__WORK TO BE COMPLETED__: Below are the records; restate word for word the lines from the first through the one containing "Transcribe the names", and only those.

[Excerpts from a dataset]

Segment Open

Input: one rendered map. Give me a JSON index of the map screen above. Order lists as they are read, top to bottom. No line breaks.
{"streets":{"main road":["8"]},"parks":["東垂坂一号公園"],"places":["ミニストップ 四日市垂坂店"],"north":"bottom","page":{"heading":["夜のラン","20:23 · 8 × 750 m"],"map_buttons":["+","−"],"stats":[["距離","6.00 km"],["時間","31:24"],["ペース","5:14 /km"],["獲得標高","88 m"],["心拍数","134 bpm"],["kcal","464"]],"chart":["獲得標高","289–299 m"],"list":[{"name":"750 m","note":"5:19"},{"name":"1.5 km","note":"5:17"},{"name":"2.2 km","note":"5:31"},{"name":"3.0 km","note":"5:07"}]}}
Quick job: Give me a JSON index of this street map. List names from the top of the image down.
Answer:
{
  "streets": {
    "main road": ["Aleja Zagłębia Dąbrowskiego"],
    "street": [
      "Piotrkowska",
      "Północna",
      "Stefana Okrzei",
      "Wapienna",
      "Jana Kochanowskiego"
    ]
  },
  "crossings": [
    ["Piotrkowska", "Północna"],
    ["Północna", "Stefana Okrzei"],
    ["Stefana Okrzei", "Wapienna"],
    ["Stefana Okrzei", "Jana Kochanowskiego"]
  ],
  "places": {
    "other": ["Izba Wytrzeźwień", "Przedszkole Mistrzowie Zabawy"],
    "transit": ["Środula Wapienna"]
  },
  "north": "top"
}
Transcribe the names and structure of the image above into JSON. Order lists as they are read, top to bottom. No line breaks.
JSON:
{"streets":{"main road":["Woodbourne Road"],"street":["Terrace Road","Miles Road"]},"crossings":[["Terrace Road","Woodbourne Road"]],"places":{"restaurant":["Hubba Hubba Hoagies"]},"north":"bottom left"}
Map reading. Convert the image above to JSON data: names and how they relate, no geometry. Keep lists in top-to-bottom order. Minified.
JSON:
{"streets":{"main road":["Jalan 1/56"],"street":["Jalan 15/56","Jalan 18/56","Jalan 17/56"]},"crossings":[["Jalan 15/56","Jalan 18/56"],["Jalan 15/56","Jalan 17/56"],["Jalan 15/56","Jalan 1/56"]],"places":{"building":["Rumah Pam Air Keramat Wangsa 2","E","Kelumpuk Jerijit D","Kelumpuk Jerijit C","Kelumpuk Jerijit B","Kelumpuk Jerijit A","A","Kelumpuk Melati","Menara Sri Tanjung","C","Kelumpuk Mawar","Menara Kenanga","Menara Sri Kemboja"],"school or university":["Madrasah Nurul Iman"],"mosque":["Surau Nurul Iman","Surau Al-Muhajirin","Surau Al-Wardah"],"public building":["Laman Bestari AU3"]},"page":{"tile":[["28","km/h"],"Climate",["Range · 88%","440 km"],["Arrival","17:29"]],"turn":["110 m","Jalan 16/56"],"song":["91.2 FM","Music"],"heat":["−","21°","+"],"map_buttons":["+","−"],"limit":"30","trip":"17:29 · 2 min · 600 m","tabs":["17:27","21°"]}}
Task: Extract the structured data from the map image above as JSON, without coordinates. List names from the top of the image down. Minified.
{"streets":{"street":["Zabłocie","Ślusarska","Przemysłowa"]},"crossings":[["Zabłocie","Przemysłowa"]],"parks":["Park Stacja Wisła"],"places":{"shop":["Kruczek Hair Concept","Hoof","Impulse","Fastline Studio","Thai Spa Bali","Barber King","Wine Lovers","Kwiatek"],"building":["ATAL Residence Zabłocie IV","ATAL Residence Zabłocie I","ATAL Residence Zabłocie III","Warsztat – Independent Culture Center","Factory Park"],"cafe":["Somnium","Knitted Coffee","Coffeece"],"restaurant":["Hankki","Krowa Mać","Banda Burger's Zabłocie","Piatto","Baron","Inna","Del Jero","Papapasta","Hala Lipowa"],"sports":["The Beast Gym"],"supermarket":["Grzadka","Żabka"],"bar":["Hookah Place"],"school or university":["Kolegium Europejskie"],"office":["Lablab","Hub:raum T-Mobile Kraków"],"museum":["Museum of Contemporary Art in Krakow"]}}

Segment Closed

__SOLUTION TO THE EXERCISE__:
Input: one rendered map. Give me a JSON index of the map screen above. Order lists as they are read, top to bottom. No line breaks.
{"streets":{"main road":["8"]},"parks":["東垂坂一号公園"],"places":["ミニストップ 四日市垂坂店"],"north":"bottom","page":{"heading":["夜のラン","20:23 · 8 × 750 m"],"map_buttons":["+","−"],"stats":[["距離","6.00 km"],["時間","31:24"],["ペース","5:14 /km"],["獲得標高","88 m"],["心拍数","134 bpm"],["kcal","464"]],"chart":["獲得標高","289–299 m"],"list":[{"name":"750 m","note":"5:19"},{"name":"1.5 km","note":"5:17"},{"name":"2.2 km","note":"5:31"},{"name":"3.0 km","note":"5:07"}]}}
Quick job: Give me a JSON index of this street map. List names from the top of the image down.
Answer:
{
  "streets": {
    "main road": ["Aleja Zagłębia Dąbrowskiego"],
    "street": [
      "Piotrkowska",
      "Północna",
      "Stefana Okrzei",
      "Wapienna",
      "Jana Kochanowskiego"
    ]
  },
  "crossings": [
    ["Piotrkowska", "Północna"],
    ["Północna", "Stefana Okrzei"],
    ["Stefana Okrzei", "Wapienna"],
    ["Stefana Okrzei", "Jana Kochanowskiego"]
  ],
  "places": {
    "other": ["Izba Wytrzeźwień", "Przedszkole Mistrzowie Zabawy"],
    "transit": ["Środula Wapienna"]
  },
  "north": "top"
}
Transcribe the names and structure of the image above into JSON. Order lists as they are read, top to bottom. No line breaks.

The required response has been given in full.